As to red flag laws, McRae did indeed have a history of mental illness, and police performed a welfare check just the week before. But if the police had a “reasonable belief” that McRae posed a danger to himself or others, they already had authority under Michigan’s involuntary commitment law to have him evaluated by mental health care experts. If the mental health care experts agreed that McRae was a danger to himself or others, there would have been an immediate hearing and a lawyer provided if he could not afford one. While judges can involuntarily commit individuals, they have other options such as voluntary mental health treatment and a follow-up hearing or taking away a person’s guns.
Red flag laws start with the same “reasonableness” test but don’t give people a hearing. The judge only sees a written complaint. There are no mental health care experts involved in the process. And the judge is only given the power to confiscate a person’s legally owned guns. If the person is actually dangerous, there are so many other ways to commit suicide or to kill others.
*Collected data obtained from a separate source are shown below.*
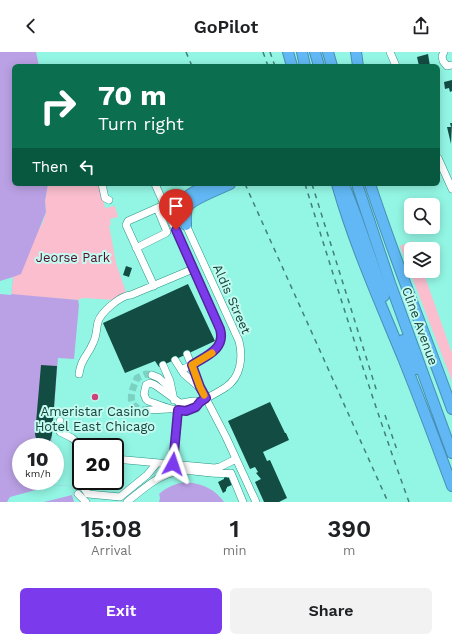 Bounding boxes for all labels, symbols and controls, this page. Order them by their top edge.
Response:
icon: back [20,15,42,37]
icon: share [410,15,432,37]
text: GoPilot [194,16,258,37]
text: 70 m [98,79,167,112]
icon: right [32,80,84,132]
text: Turn right [98,113,184,134]
icon: left [76,156,98,178]
text: Then [32,158,68,176]
pin [159,189,193,230]
icon: arrive [165,195,187,217]
map controls [404,198,440,278]
button: search [404,198,440,234]
button: layers [404,242,440,278]
park label: Jeorse Park [36,250,111,265]
street label: Aldis Street [210,262,254,337]
street label: Cline Avenue [399,285,441,367]
marker: Ameristar Casino Hotel East Chicago [90,392,100,402]
place label: Ameristar Casino Hotel East Chicago [35,404,155,434]
speed limit sign: 20 [72,438,124,490]
position arrow [152,443,194,485]
text: 10 [27,447,49,471]
text: km/h [25,468,51,479]
text: 15:08 [81,515,142,543]
text: 1 [230,515,240,543]
text: 390 [327,515,371,543]
text: Arrival [91,543,132,558]
text: min [223,543,247,558]
text: m [343,543,355,558]
button: Exit [20,588,222,634]
button: Share [230,588,432,634] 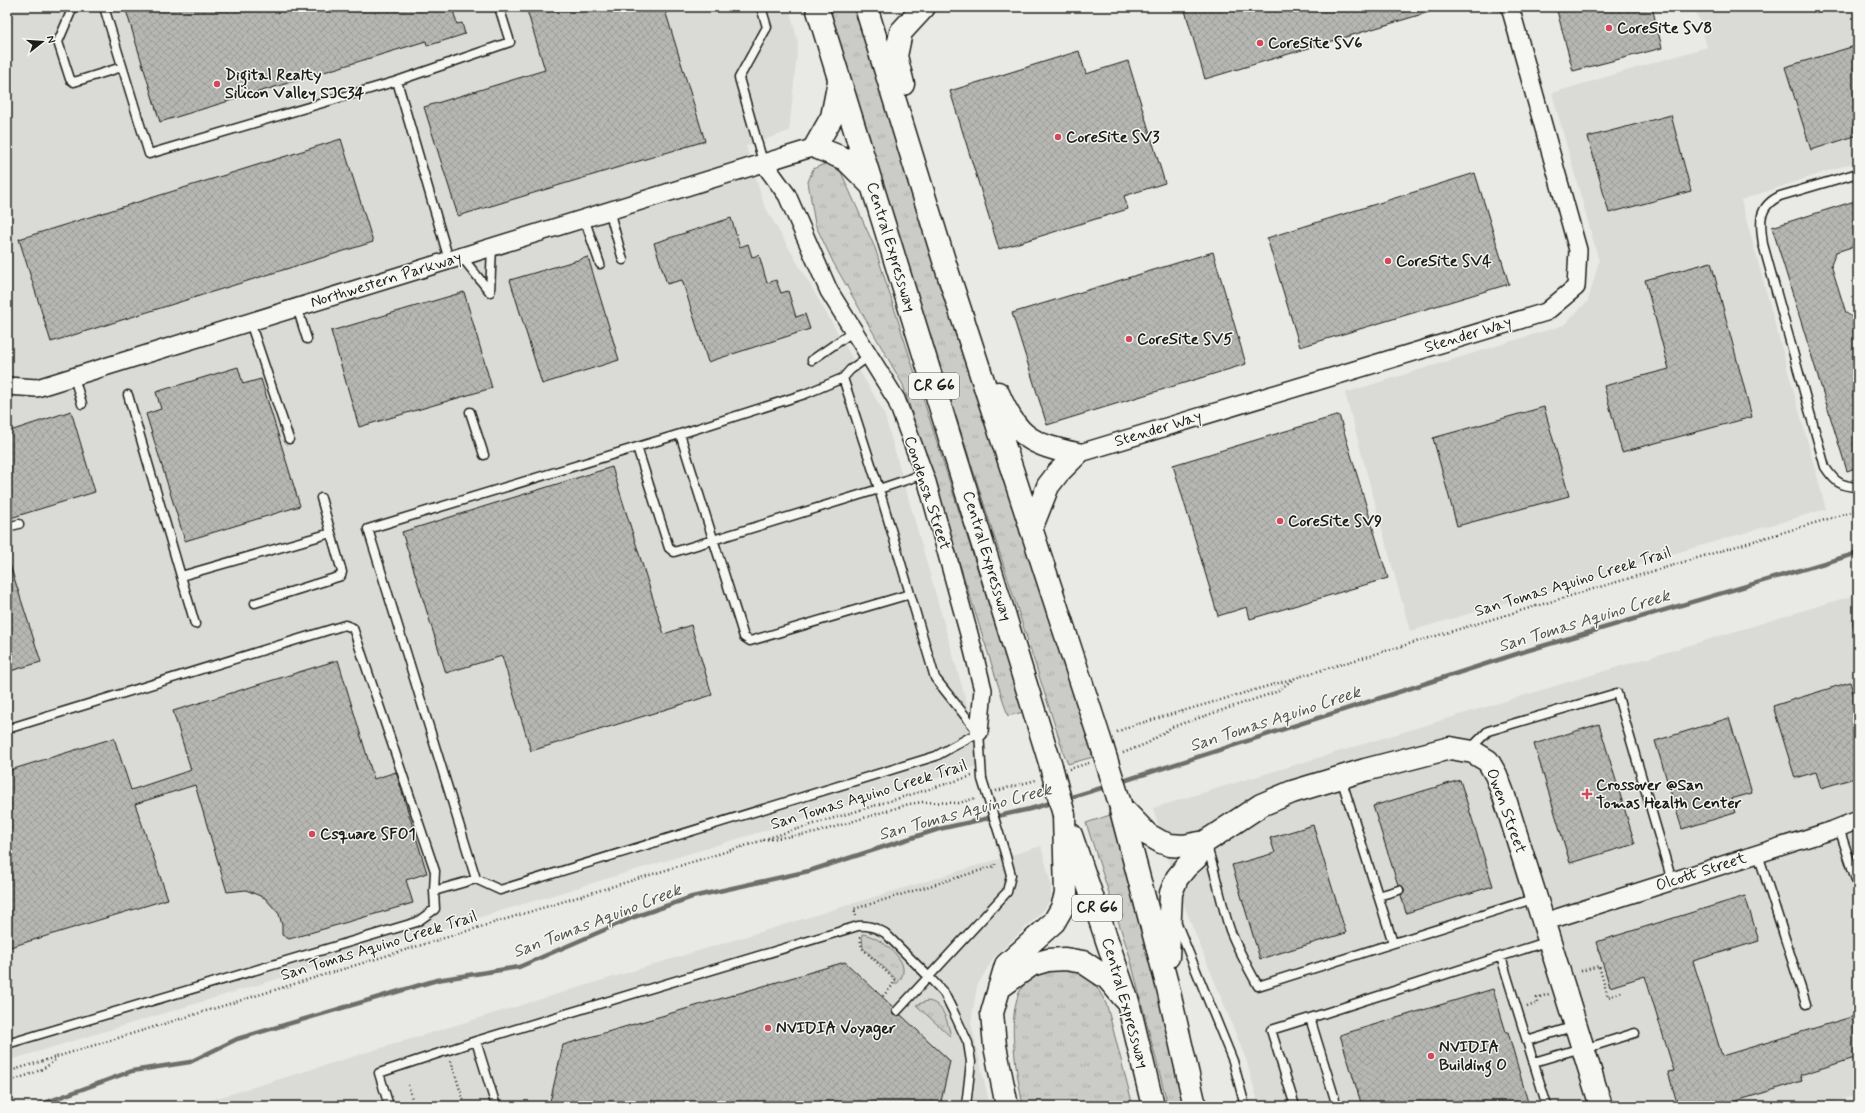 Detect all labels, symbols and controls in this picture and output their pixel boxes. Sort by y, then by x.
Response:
place label: CoreSite SV8 [1617,18,1712,39]
north arrow [22,22,62,62]
marker: CoreSite SV8 [1604,23,1614,33]
place label: CoreSite SV6 [1268,33,1362,54]
text: N [43,34,58,45]
marker: CoreSite SV6 [1255,38,1265,48]
place label: Digital Realty Silicon Valley SJC34 [225,65,365,104]
marker: Digital Realty Silicon Valley SJC34 [212,79,222,89]
place label: CoreSite SV3 [1066,127,1160,148]
marker: CoreSite SV3 [1053,132,1063,142]
street label: Central Expressway [861,179,921,315]
street label: Northwestern Parkway [308,247,464,313]
place label: CoreSite SV4 [1396,251,1492,272]
marker: CoreSite SV4 [1383,256,1393,266]
street label: Stender Way [1422,312,1514,358]
place label: CoreSite SV5 [1137,329,1233,350]
marker: CoreSite SV5 [1124,334,1134,344]
road number: CR G6 [909,373,959,399]
street label: Stender Way [1112,406,1204,452]
street label: Condensa Street [899,433,955,553]
street label: Central Expressway [957,488,1017,624]
place label: CoreSite SV9 [1288,511,1382,532]
marker: CoreSite SV9 [1275,516,1285,526]
street label: San Tomas Aquino Creek Trail [1475,544,1671,620]
water label: San Tomas Aquino Creek [1496,585,1672,657]
water label: San Tomas Aquino Creek [1187,681,1365,757]
street label: San Tomas Aquino Creek Trail [771,757,967,833]
street label: Owen Street [1481,766,1531,857]
place label: Crossover @San Tomas Health Center [1596,775,1742,814]
water label: San Tomas Aquino Creek [877,779,1053,845]
marker: Crossover @San Tomas Health Center [1581,788,1593,800]
place label: Csquare SFO1 [320,824,416,845]
marker: Csquare SFO1 [307,829,317,839]
street label: Olcott Street [1653,847,1750,897]
water label: San Tomas Aquino Creek [510,878,685,963]
road number: CR G6 [1072,895,1122,921]
street label: San Tomas Aquino Creek Trail [278,906,480,986]
street label: Central Expressway [1096,935,1154,1071]
place label: NVIDIA Voyager [776,1018,896,1041]
marker: NVIDIA Voyager [763,1023,773,1033]
place label: NVIDIA Building O [1439,1037,1507,1078]
marker: NVIDIA Building O [1426,1051,1436,1061] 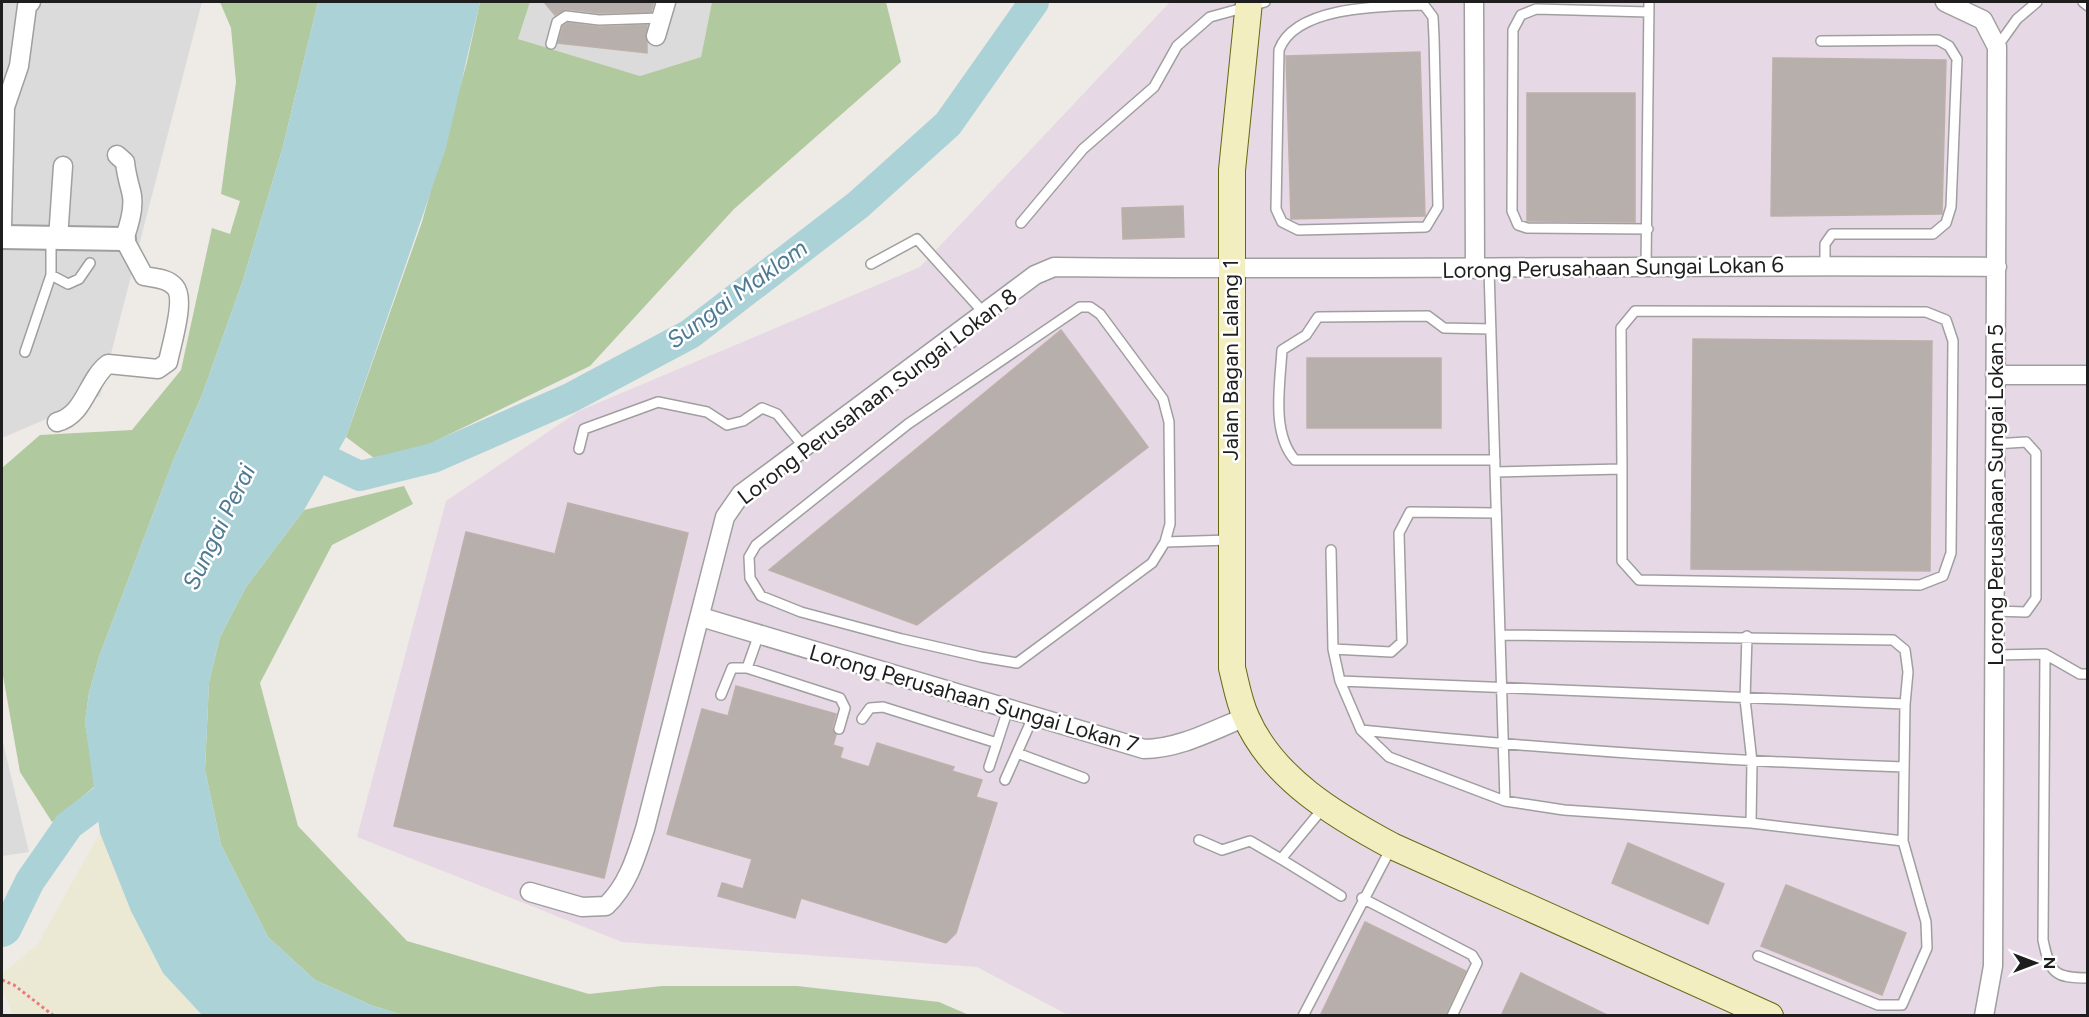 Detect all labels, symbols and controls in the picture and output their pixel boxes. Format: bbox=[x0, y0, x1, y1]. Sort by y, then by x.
water label: Sungai Maklom bbox=[661, 233, 813, 354]
street label: Lorong Perusahaan Sungai Lokan 6 bbox=[1442, 251, 1784, 284]
street label: Jalan Bagan Lalang 1 bbox=[1217, 259, 1244, 461]
street label: Lorong Perusahaan Sungai Lokan 8 bbox=[732, 282, 1022, 510]
street label: Lorong Perusahaan Sungai Lokan 5 bbox=[1982, 324, 2009, 666]
water label: Sungai Perai bbox=[176, 459, 262, 594]
street label: Lorong Perusahaan Sungai Lokan 7 bbox=[806, 638, 1142, 759]
north arrow bbox=[2005, 933, 2065, 993]
text: N bbox=[2040, 957, 2059, 969] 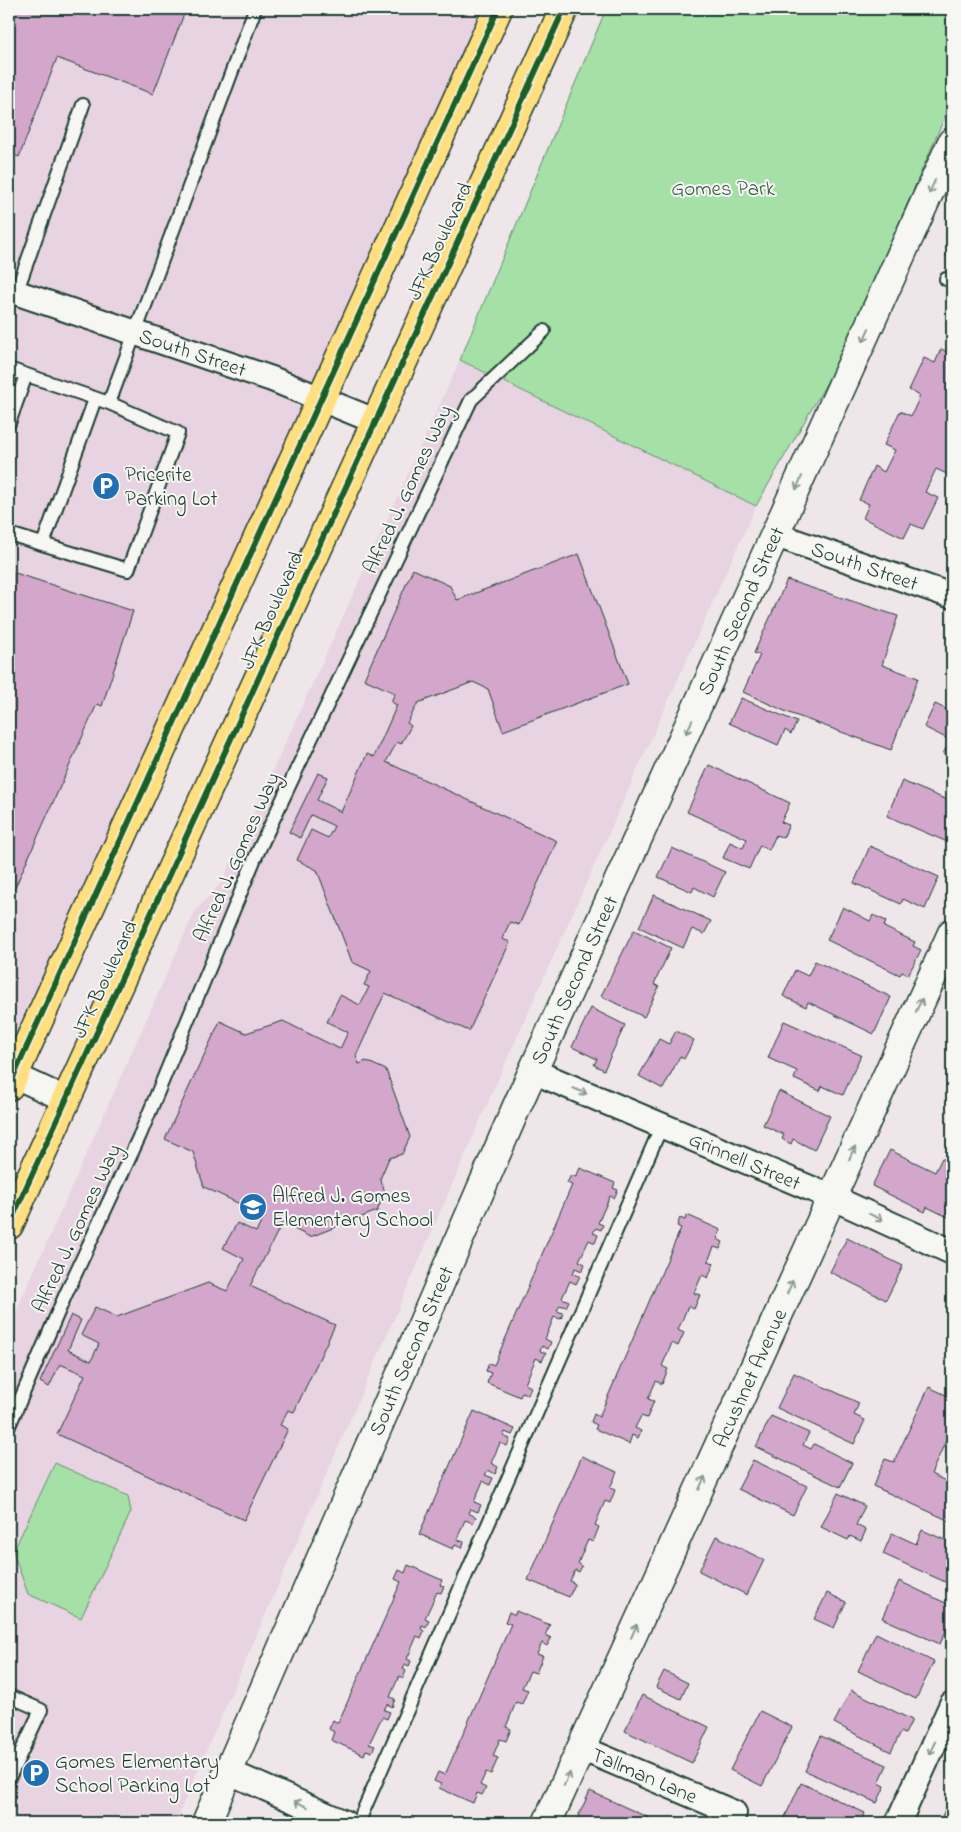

Red flag laws ignore due process and are also ineffective.
But the key point here is that the same reasonableness standard applies to both red flag laws and involuntary commitment, and the police didn’t think that McRae met that standard, so a red flag law wouldn’t have prevented this attack.
Gun control advocates keep pushing laws that won’t do anything to stop the crimes in question. Many proponents seem to have little interest in getting tough on crime, and it’s as though they want to make life difficult for law-abiding gun owners and not punish real criminals. Let’s get serious about crime by enforcing existing laws.